I walked out with Lorna, planning on a quick lunch before meeting Dunn back at the office for the trip to the Reardons’. I was not looking forward to seeing Clara Reardon.
“Like to join me for a bite?” she asked.
“Sure,” I said. Why not. I figured Lorna knew everything that went on in the islands. No telling what valuable little tidbit she’d pass on.
She suggested a restaurant in an alley off the main street, a hole-in-the-wall crowded with local folks. Lorna talked nonstop as we stood in line for lunch. She was one of those women who carried on stream-of-consciousness conversations, barely stopping to take a breath. Indicating three women sitting in the corner, she told me about one whose husband had died just last month.
“Already found herself another man!” she said. “How come I’m not that lucky?”
I didn’t suggest that it might have something to do with the fact that the woman at the table was drop-dead gorgeous, five-four, a perfect size six, and looked a bit like Haile Berry. Lorna, on the other hand, was a pear-shaped size sixteen, her dark hair in desperate need of a touch-up. Yes, I am a cynic. I believe that most men want drop-dead gorgeous.
By the time we made it to the end of the line, Lorna’s tray was overflowing, a half of a chicken, heaps of rice, some kind of yellow stuff I couldn’t identify, Jell-O, chocolate cake. I opted for a chicken breast and the cake. I’ve never been known to pass up chocolate.
“Were you ever married?” I asked as we settled at a table in the corner.
“Oh, yes. A no-account man. I left him years ago,” she said. “Truth is, I like it just fine not having a man around. I like my freedom, no one around to bother me ’cause dinner’s not on the table or ’cause he has no clean underwear. You married?”
“No,” I said without explanation. I had no compulsion to tell her my life history.
“Smart. I bet your job keeps you plenty busy too. How is your case going?” she asked.
“It’s going.”
“You thinking the Duvall boy didn’t just drown?”
“Hard to say.” I was there to get information, not give it. And I certainly wasn’t about to confide in Lorna. I figured half of Tortola would know the essence of the conversation by the end of the day. I could just envision her picking up the phone the minute she walked back in the office and calling all her friends, swearing them to secrecy, of course.
She kept after it, though, failing to pick up on the fact that I wasn’t interested in talking about it.
“Who is this Stepanopolis fella?” she asked.
“Just a name and a face in a photo. I’m sure it’s nothing.”

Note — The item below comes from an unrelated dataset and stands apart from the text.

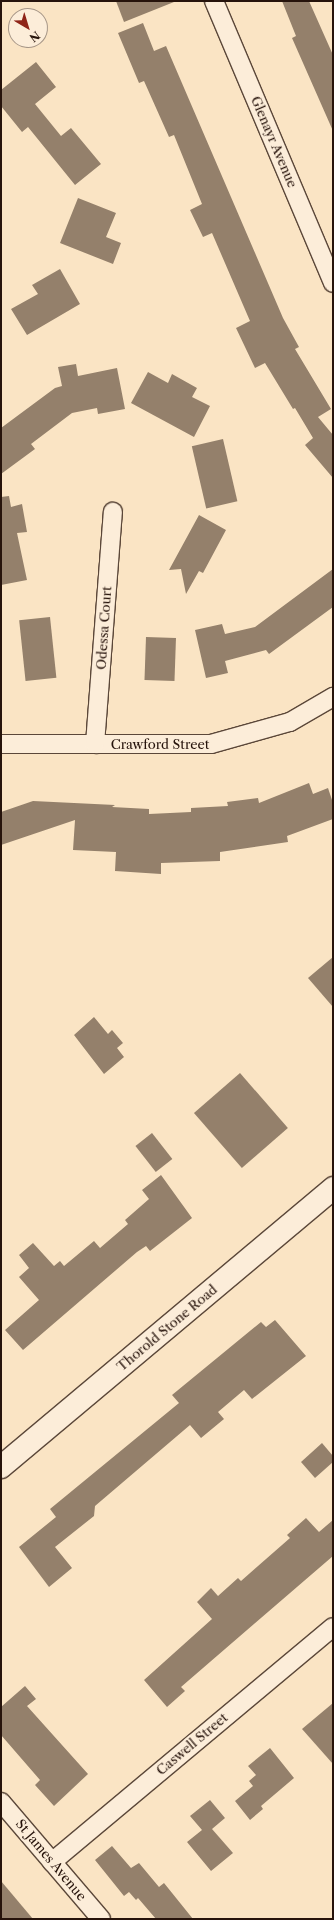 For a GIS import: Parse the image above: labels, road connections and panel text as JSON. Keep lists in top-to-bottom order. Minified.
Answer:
{"streets":{"main road":["Thorold Stone Road"],"street":["Glenayr Avenue","Odessa Court","Crawford Street","Caswell Street","St James Avenue"]},"crossings":[["Odessa Court","Crawford Street"],["Caswell Street","St James Avenue"]],"north":"bottom right"}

“Yeah, I bet you have to follow all kinds of false leads,” she said. “Most of the time things are just what they seem. I think that boy just drowned. And I’d bet that Reardon was plain drunk and looking for a good time when he broke in your room. He was always whoring around. Oh, Ms. Sampson, not that he should have thought you were a prospect,” she added quickly, blushing.
“How do you know Reardon?”
“Didn’t really know him. Just heard things.”
“What kind of things?”
“Guy was a bastard. Excuse my French, but he treated his family like dirt. Guess he got what he deserved. I wouldn’t be surprised if some jealous boyfriend or husband did him in. He was askin’ for it.”
“Do you remember talking to Michael Duvall, or a message being on the machine the morning he disappeared?”
“No. I already tole the chief.”
“What time did you get into the office?”
“I was in on time that day, just like always. There weren’t no calls.” She obviously didn’t like my questioning her work ethic.